PineconeVectorStore adheres to the VectorStore interface from llamaindex:

export interface VectorStore {
  storesText: boolean;
  isEmbeddingQuery?: boolean;
  client(): any;
  add(embeddingResults: NodeWithEmbedding[]): Promise<string[]>;
  delete(refDocId: string, deleteKwargs?: any): Promise<void>;
  query(query: VectorStoreQuery, kwargs?: any): Promise<VectorStoreQueryResult>;
  persist(persistPath: string, fs?: GenericFileSystem): Promise<void>;
}

A basic integration

import { storageContextFromDefaults, VectorStoreIndex } from "llamaindex";
import { FullContentMetadataBuilder, FullContentNodeHydrator, PineconeVectorStore } from "llamaindex-pinecone";

// Basic settings that have higher storage usage in Pinecone,
// but allow for quick plug-and-play
const easyModeSettings =   {
  // Store the entire node as JSON in the vector's metadata
  pineconeMetadataBuilder: FullContentMetadataBuilder,
  // When reading a vector, re-build the node from that JSON
  nodeHydrator: FullContentNodeHydrator 
}

// Initialize with the name of an index in Pinecone
const vectorStore = new PineconeVectorStore("speeches", easyModeSettings);

// define a storage context that's backed by our Pinecone vector store
const storageContext = await storageContextFromDefaults({ vectorStore })

// use that storage while we're loading documents
const vectorStoreIndex = await VectorStoreIndex.fromDocuments(presidentialInauguralAddresses, { storageContext });

// Make a query engine
const queryEngine = vectorStoreIndex.asQueryEngine();
// and ask it some questions!
const queryResponse = await queryEngine.query("What is the role of the Founding Fathers across inaugural addresses?");

And that's it!

Below is deeper documentation on interacting with the store itself. There is ample opportunity for customization.

VectorQueryStore

Adding a node to the store

Adding a node to the store requires us to pass a node and its embedding. The below example has already been tokenized:

import { Document } from "llamaindex";

const vectorStore = new PineconeVectorStore("tongue-twisters");

const tongueTwister = new Document({text: "Peter Piper picked a peck of pickled peppers. A peck of pickled peppers Peter Piper picked. If Peter Piper picked a peck of pickled peppers, Where's the peck of pickled peppers Peter Piper picked?", id_: "peter-piper"})
const embedding = [
  1, 5310, 7362, 546, 18691, 263, 1236, 384, 310, 5839, 839, 1236,
  22437, 29889, 319, 1236, 384, 310, 5839, 839, 1236, 22437, 5310, 7362,
  546, 18691, 29889, 960, 5310, 7362, 546, 18691, 263, 1236, 384, 310,
  5839, 839, 1236, 22437, 29892, 6804, 29915, 29879, 278, 1236, 384, 310,
  5839, 839, 1236, 22437, 5310, 7362, 546, 18691, 29973
];
await vectorStore.add({ node: tongueTwister, emedding })
// => ["peter-piper]

We see that it has returned an array of node ids that were successfully upserted to Pinecone. Woohoo!

Batching

The call to add takes a set of options as its second argument. Calls to the Pinecone API are batched, in groups of 100 by default. Passing a batchSize changes this value:

await vectorStore.add(nodesWithEmbeddings, { batchSize:  500 })

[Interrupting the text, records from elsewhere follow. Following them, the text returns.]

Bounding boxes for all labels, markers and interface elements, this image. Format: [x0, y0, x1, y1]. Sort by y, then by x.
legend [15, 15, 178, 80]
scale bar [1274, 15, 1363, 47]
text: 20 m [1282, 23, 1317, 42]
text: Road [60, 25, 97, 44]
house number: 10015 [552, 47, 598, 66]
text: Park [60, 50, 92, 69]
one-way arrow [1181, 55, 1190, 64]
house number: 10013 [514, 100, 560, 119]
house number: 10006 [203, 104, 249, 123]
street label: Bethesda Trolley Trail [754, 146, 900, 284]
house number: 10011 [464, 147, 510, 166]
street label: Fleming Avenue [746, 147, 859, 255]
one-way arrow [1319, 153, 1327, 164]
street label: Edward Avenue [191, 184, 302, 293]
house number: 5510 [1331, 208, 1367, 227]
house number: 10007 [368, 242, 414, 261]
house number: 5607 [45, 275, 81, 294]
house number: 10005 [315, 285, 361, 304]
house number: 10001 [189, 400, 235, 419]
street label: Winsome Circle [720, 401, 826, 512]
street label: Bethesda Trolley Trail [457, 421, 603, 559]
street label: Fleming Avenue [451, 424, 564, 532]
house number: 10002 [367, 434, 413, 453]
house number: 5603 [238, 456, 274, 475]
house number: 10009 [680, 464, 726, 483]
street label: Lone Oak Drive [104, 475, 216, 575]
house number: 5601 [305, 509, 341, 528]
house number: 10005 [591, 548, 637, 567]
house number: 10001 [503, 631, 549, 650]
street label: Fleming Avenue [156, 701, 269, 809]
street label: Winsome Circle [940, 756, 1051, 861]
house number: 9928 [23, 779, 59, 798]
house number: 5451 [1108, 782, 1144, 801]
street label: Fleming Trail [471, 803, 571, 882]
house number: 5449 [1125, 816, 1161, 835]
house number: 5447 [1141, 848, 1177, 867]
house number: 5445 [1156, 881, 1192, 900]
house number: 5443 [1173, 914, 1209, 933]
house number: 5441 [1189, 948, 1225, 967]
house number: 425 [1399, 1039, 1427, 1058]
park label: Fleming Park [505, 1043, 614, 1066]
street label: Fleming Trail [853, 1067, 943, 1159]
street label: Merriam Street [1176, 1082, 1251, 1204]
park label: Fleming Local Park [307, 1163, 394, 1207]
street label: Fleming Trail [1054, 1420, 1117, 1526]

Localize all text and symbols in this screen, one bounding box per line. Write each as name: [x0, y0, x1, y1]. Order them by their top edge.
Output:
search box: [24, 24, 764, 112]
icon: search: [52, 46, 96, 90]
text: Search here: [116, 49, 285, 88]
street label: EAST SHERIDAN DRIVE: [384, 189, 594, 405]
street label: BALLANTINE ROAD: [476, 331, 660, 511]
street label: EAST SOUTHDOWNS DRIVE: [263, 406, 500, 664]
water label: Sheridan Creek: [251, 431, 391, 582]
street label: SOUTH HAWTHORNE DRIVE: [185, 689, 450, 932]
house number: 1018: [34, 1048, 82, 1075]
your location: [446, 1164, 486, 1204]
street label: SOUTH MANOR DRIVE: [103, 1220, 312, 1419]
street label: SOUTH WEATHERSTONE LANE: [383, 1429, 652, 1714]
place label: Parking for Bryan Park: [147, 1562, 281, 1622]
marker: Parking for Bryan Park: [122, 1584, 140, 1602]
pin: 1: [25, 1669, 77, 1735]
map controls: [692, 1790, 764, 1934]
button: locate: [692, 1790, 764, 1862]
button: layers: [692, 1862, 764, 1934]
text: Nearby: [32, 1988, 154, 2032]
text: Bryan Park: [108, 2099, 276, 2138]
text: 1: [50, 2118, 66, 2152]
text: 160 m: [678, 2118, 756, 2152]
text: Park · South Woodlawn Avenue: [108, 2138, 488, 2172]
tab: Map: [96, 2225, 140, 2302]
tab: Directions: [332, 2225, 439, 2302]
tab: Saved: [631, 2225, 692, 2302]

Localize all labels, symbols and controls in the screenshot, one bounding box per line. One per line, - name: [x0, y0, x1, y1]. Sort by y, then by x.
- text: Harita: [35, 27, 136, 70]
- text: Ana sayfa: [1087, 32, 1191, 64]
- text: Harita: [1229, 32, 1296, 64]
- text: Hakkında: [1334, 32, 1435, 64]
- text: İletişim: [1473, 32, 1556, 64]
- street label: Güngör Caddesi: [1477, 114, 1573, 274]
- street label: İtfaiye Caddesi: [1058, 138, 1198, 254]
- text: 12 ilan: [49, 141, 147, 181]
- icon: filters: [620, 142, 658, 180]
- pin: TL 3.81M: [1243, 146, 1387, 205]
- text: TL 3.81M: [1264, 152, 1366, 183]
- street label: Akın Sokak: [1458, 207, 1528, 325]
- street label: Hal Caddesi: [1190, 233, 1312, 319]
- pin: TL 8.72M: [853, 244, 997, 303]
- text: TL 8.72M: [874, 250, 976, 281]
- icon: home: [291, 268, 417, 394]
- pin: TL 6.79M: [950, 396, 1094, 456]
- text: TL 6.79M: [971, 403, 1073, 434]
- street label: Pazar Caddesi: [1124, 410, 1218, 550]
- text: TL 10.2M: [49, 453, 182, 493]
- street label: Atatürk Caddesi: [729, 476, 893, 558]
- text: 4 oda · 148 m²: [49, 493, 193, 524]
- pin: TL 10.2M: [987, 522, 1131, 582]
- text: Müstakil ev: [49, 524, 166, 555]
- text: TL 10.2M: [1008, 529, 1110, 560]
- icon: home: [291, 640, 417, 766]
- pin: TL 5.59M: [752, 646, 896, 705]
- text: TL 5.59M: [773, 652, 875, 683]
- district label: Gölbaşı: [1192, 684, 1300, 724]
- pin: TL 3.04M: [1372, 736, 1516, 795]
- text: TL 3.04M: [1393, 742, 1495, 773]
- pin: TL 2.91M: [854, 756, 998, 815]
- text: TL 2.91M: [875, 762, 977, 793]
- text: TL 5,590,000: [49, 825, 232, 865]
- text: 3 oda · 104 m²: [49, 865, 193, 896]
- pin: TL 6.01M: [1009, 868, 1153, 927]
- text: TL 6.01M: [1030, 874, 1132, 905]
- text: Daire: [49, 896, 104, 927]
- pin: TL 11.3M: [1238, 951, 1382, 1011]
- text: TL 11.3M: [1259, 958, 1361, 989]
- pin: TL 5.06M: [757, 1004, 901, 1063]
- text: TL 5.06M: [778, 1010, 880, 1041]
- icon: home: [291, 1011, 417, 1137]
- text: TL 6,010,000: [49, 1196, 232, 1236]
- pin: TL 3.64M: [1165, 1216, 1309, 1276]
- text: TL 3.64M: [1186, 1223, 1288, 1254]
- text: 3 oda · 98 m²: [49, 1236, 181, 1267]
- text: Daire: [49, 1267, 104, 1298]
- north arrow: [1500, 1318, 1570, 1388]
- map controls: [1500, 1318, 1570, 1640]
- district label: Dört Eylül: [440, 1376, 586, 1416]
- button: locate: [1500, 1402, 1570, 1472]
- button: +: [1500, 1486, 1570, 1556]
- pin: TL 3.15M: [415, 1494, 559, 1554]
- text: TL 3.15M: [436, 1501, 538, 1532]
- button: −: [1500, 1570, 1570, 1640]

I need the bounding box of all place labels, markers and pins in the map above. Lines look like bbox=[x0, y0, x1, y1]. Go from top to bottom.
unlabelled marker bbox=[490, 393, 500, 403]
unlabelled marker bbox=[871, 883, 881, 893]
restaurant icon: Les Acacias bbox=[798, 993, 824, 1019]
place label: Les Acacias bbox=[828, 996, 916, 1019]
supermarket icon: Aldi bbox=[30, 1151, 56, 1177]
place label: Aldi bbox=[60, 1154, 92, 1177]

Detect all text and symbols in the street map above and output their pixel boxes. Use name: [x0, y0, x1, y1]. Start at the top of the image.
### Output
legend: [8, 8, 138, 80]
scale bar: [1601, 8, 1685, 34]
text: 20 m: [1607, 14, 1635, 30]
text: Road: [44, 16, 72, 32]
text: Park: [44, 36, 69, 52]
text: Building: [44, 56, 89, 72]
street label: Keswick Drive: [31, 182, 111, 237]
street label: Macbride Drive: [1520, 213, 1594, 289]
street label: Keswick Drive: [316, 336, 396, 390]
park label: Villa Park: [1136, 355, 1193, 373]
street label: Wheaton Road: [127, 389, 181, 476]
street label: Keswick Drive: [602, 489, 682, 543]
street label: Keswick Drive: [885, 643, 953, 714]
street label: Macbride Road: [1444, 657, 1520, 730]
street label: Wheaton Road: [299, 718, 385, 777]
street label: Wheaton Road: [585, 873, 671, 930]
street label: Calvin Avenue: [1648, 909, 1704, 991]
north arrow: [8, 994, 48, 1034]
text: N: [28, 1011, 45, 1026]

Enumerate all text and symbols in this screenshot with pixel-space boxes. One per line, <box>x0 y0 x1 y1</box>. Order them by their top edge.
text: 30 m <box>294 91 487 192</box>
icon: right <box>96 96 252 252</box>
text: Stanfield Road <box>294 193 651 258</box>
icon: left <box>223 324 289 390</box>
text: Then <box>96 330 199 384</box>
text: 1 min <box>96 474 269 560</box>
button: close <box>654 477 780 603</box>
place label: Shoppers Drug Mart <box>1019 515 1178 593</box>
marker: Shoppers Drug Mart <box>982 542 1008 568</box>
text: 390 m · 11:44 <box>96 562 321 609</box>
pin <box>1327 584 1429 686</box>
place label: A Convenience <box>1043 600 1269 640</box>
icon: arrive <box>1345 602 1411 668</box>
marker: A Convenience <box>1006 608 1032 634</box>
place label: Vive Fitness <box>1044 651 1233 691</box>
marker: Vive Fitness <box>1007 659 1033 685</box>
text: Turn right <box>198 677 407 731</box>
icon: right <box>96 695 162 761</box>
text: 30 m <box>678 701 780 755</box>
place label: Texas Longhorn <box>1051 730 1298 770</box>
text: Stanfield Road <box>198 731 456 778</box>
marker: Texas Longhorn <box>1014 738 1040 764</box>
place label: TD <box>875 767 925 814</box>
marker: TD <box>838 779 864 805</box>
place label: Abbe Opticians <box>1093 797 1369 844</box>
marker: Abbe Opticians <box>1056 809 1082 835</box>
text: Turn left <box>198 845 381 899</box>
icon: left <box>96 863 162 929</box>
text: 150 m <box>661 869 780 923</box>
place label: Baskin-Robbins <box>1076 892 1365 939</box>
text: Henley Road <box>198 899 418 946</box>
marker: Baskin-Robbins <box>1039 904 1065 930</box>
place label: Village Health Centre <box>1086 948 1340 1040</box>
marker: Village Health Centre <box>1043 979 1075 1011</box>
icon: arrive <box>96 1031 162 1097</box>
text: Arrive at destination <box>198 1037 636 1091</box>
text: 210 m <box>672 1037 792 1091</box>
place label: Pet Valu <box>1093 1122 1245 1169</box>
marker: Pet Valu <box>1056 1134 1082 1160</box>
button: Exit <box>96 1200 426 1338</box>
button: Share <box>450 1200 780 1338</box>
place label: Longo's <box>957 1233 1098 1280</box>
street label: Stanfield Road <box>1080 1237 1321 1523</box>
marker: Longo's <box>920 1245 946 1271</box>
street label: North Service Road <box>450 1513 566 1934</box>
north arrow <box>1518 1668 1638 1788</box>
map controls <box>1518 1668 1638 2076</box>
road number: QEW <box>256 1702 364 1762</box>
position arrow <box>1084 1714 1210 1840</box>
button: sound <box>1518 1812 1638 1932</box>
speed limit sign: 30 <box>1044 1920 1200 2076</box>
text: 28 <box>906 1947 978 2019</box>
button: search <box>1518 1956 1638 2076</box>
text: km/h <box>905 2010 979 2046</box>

Changing the batch size possibly affects how many requests are made to Pinecone's API. You may want to fiddle with this if you are hitting rate limits. Note that Pinecone recommends batch sizes less than 1000.

Sparse values

Upsertion supports sparse values, if includeSparseValues: true in passed in. By default, the sparse values will be built for you with a rather naive count-the-frequencies method.

With the same node and embedding above:

await vectorStore.upsert(nodesWithEmbeddings, { includeSparseValues: true });

This will result in a sparse values dictionary included in vector upsert that looks like this:

{
  indices: [
    1, 263, 278, 310, 319, 384, 546,
    839, 960, 1236, 5310, 5839, 6804, 7362,
    18691, 22437, 29879, 29889, 29892, 29915, 29973
  ],
  values: [
    1, 2, 1, 4, 1, 4, 4,
    4, 1, 8, 4, 4, 1, 4,
    4, 4, 1, 2, 1, 1, 1
  ]
}

Querying

Now that we've put some data into Pinecone, let's take it back out again.

The old standby: query

Let's imagine a Pinecone index that contains vectors of the last 80 years of US President innaugural addresses. We'll now craft a query of "I love America"—a sentiment we'd expect to be pretty common!—and see the top five most relevant results:

import { VectorStoreQueryMode } from "llamaindex";

const speechQuery = "I love America";
const queryEmbedding = Tokenizer.tokenize(speechQuery) // Tokenizer not included
const queryResponse = await vectorStore.query({ queryEmbedding, similarityTopK: 5, mode: VectorStoreQueryMode.DEFAULT });
// => {
//   nodes: [],
//   similarities: [ 0.134187013, 0.107230663, 0.095018886, 0.0797220916, 0.07660871 ],
//   ids: [
//     './speeches/inaugural-addresses/Dwight Eisenhower/1953.txt',
//     './speeches/inaugural-addresses/Ronald Reagan/1981.txt',
//     './speeches/inaugural-addresses/Franklin Delano Roosevelt/1945.txt',
//     './speeches/inaugural-addresses/Richard Nixon/1973.txt',
//     './speeches/inaugural-addresses/Harry Truman/1949.txt'
//   ]
// }

A top score of 0.13 is not inspiring, but, at least for README purposes, you can see the shape of the response. By default, the node ids are read from the nodeId field of the Pinecone vector's metadata. The similarities scores and ids correspond to each other by array index: the first similarity is for the first id, the second similarity for the second id, etc.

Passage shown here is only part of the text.